*** Block opens ***
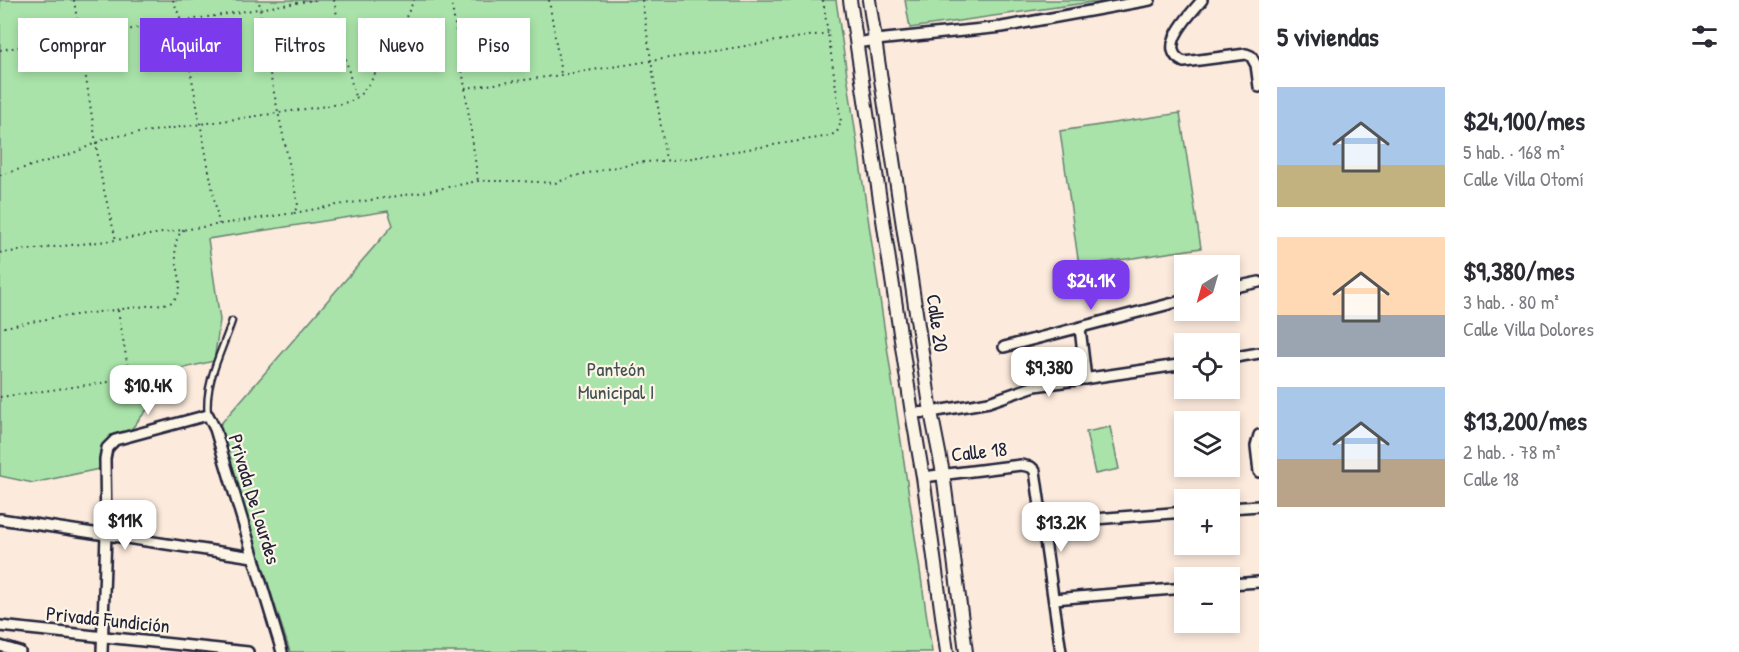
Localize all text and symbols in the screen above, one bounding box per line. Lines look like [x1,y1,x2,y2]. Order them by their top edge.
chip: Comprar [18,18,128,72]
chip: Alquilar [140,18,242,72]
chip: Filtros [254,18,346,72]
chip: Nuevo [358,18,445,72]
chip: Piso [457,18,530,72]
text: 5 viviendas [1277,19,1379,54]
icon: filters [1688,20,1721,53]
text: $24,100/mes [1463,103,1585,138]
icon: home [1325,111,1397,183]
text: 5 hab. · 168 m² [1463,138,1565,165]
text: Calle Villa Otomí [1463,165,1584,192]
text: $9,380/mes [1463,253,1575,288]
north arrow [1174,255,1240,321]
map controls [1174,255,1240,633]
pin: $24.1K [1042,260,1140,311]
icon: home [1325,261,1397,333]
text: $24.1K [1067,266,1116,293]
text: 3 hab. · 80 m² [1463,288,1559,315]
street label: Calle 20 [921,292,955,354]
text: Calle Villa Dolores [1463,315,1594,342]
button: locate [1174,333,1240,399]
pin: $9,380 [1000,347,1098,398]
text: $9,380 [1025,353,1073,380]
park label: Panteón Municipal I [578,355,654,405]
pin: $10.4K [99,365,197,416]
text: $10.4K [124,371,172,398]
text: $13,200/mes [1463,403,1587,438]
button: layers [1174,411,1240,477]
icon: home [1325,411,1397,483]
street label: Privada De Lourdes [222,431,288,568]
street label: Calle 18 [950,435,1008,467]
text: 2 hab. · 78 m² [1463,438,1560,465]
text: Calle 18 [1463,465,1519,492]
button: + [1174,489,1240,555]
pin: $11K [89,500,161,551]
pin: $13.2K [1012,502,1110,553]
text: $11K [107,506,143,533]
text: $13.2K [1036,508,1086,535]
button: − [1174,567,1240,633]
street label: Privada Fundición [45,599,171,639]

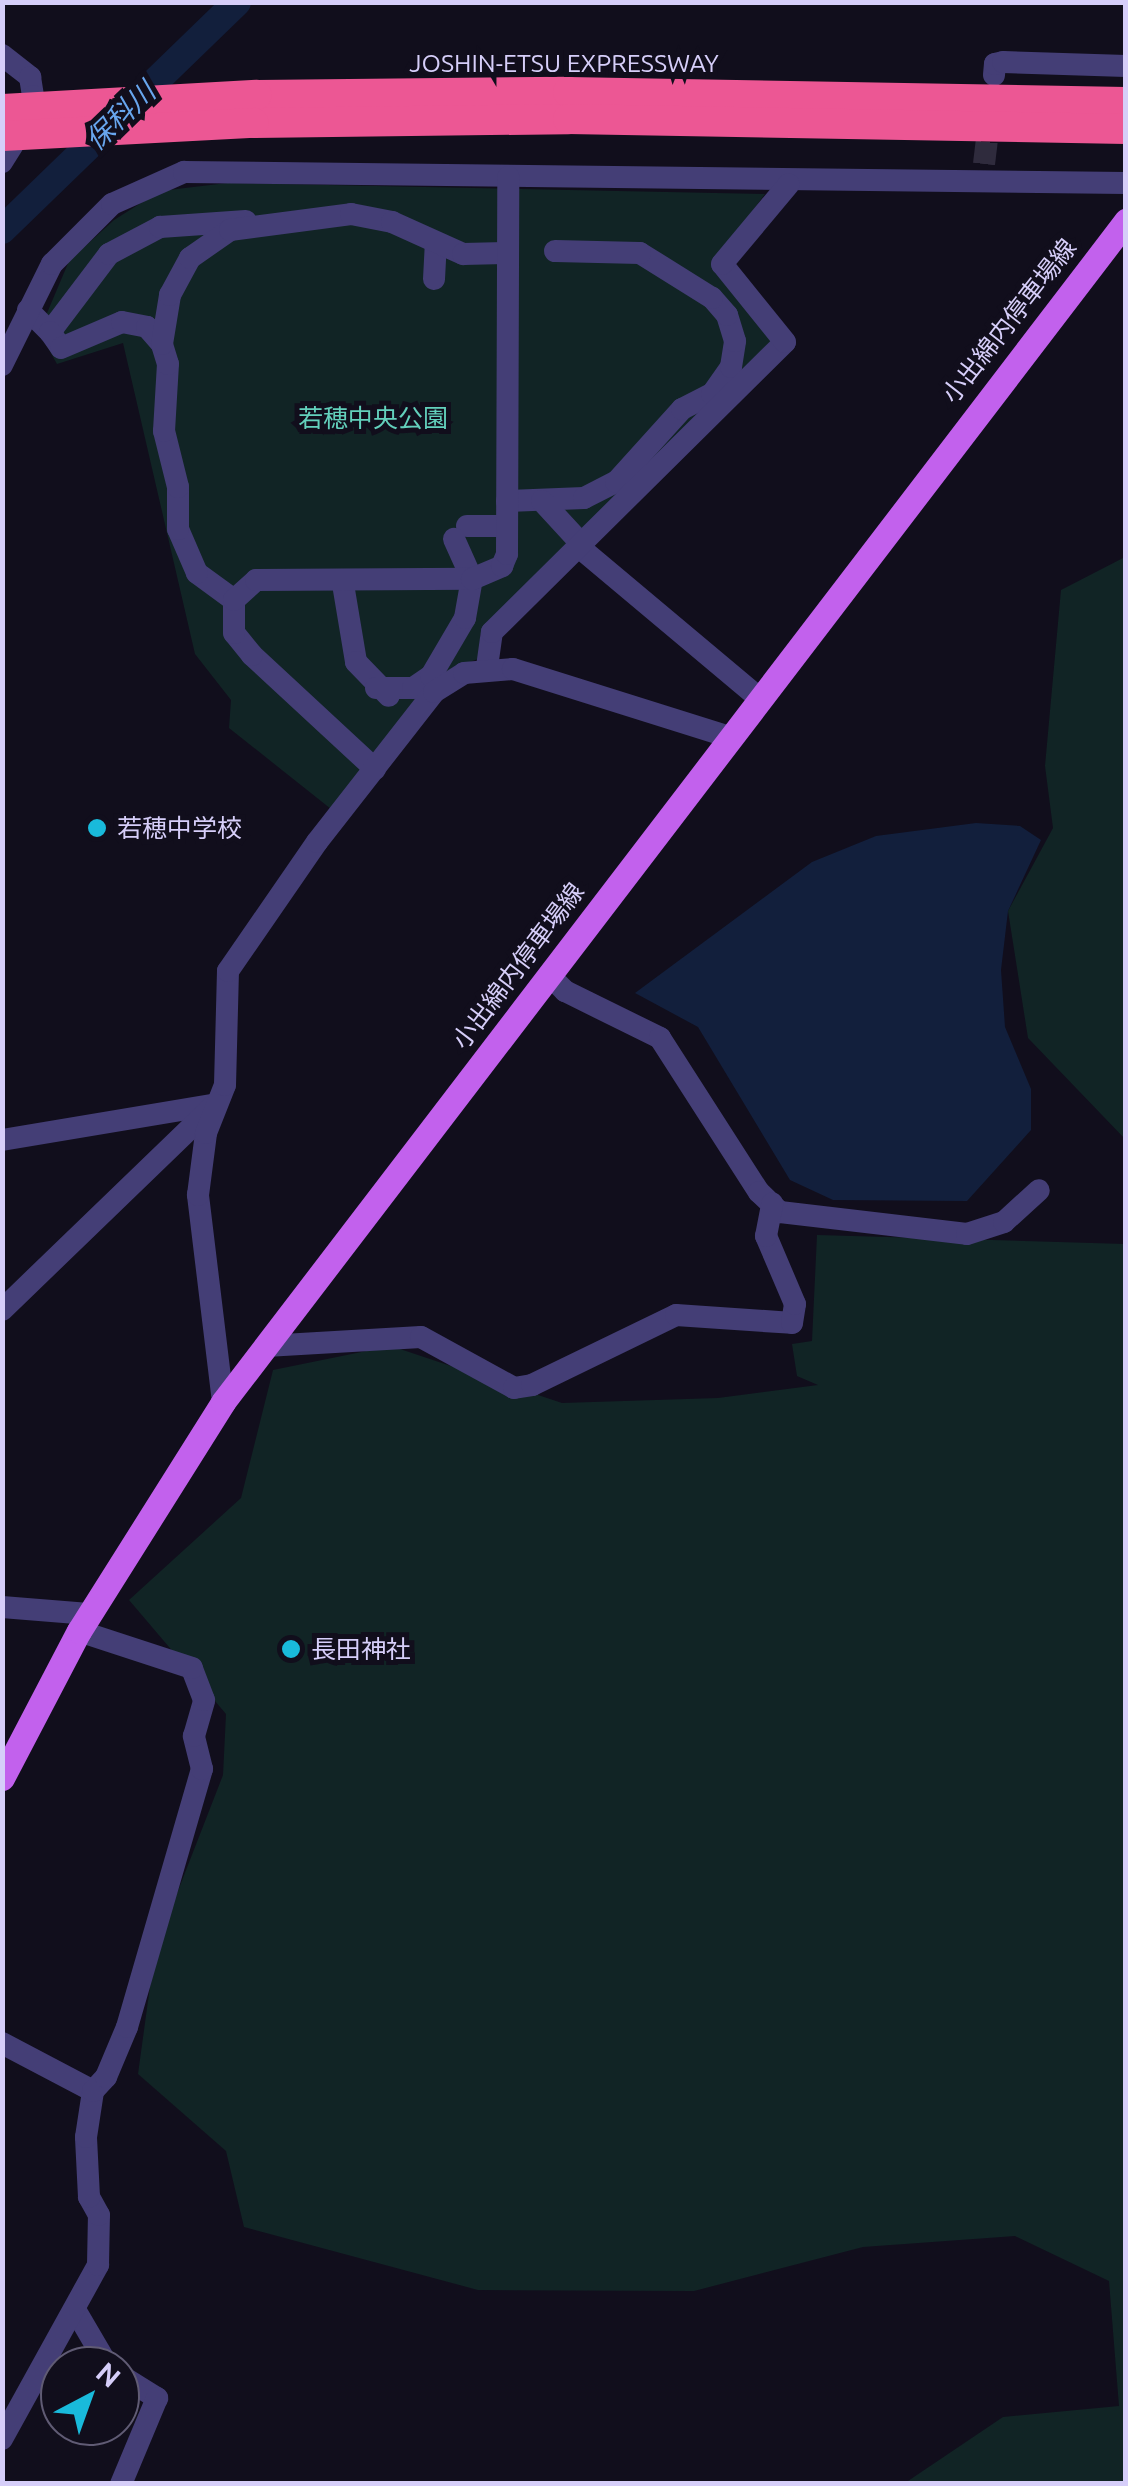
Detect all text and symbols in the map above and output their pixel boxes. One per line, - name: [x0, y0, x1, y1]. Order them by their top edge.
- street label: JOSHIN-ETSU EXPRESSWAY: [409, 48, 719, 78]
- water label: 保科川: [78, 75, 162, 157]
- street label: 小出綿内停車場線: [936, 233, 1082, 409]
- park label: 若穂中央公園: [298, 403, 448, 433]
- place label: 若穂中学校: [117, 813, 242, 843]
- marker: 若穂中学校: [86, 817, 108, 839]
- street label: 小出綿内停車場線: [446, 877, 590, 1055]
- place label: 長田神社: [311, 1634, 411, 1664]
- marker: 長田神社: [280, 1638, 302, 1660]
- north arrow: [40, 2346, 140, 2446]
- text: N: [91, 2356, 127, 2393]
*** Block closes ***
▶ **Problem to work on**: Repeat each line of the records above exactly, but do not copy the pictures.

▶ **Final answer**:
Localize all text and symbols in the screen above, one bounding box per line. Lines look like [x1,y1,x2,y2]. Order them by their top edge.
chip: Comprar [18,18,128,72]
chip: Alquilar [140,18,242,72]
chip: Filtros [254,18,346,72]
chip: Nuevo [358,18,445,72]
chip: Piso [457,18,530,72]
text: 5 viviendas [1277,19,1379,54]
icon: filters [1688,20,1721,53]
text: $24,100/mes [1463,103,1585,138]
icon: home [1325,111,1397,183]
text: 5 hab. · 168 m² [1463,138,1565,165]
text: Calle Villa Otomí [1463,165,1584,192]
text: $9,380/mes [1463,253,1575,288]
north arrow [1174,255,1240,321]
map controls [1174,255,1240,633]
pin: $24.1K [1042,260,1140,311]
icon: home [1325,261,1397,333]
text: $24.1K [1067,266,1116,293]
text: 3 hab. · 80 m² [1463,288,1559,315]
street label: Calle 20 [921,292,955,354]
text: Calle Villa Dolores [1463,315,1594,342]
button: locate [1174,333,1240,399]
pin: $9,380 [1000,347,1098,398]
text: $9,380 [1025,353,1073,380]
park label: Panteón Municipal I [578,355,654,405]
pin: $10.4K [99,365,197,416]
text: $10.4K [124,371,172,398]
text: $13,200/mes [1463,403,1587,438]
button: layers [1174,411,1240,477]
icon: home [1325,411,1397,483]
street label: Privada De Lourdes [222,431,288,568]
street label: Calle 18 [950,435,1008,467]
text: 2 hab. · 78 m² [1463,438,1560,465]
text: Calle 18 [1463,465,1519,492]
button: + [1174,489,1240,555]
pin: $11K [89,500,161,551]
pin: $13.2K [1012,502,1110,553]
text: $11K [107,506,143,533]
text: $13.2K [1036,508,1086,535]
button: − [1174,567,1240,633]
street label: Privada Fundición [45,599,171,639]

Detect all text and symbols in the map above and output their pixel boxes. One per line, - name: [x0, y0, x1, y1]. Order them by their top edge.
- street label: JOSHIN-ETSU EXPRESSWAY: [409, 48, 719, 78]
- water label: 保科川: [78, 75, 162, 157]
- street label: 小出綿内停車場線: [936, 233, 1082, 409]
- park label: 若穂中央公園: [298, 403, 448, 433]
- place label: 若穂中学校: [117, 813, 242, 843]
- marker: 若穂中学校: [86, 817, 108, 839]
- street label: 小出綿内停車場線: [446, 877, 590, 1055]
- place label: 長田神社: [311, 1634, 411, 1664]
- marker: 長田神社: [280, 1638, 302, 1660]
- north arrow: [40, 2346, 140, 2446]
- text: N: [91, 2356, 127, 2393]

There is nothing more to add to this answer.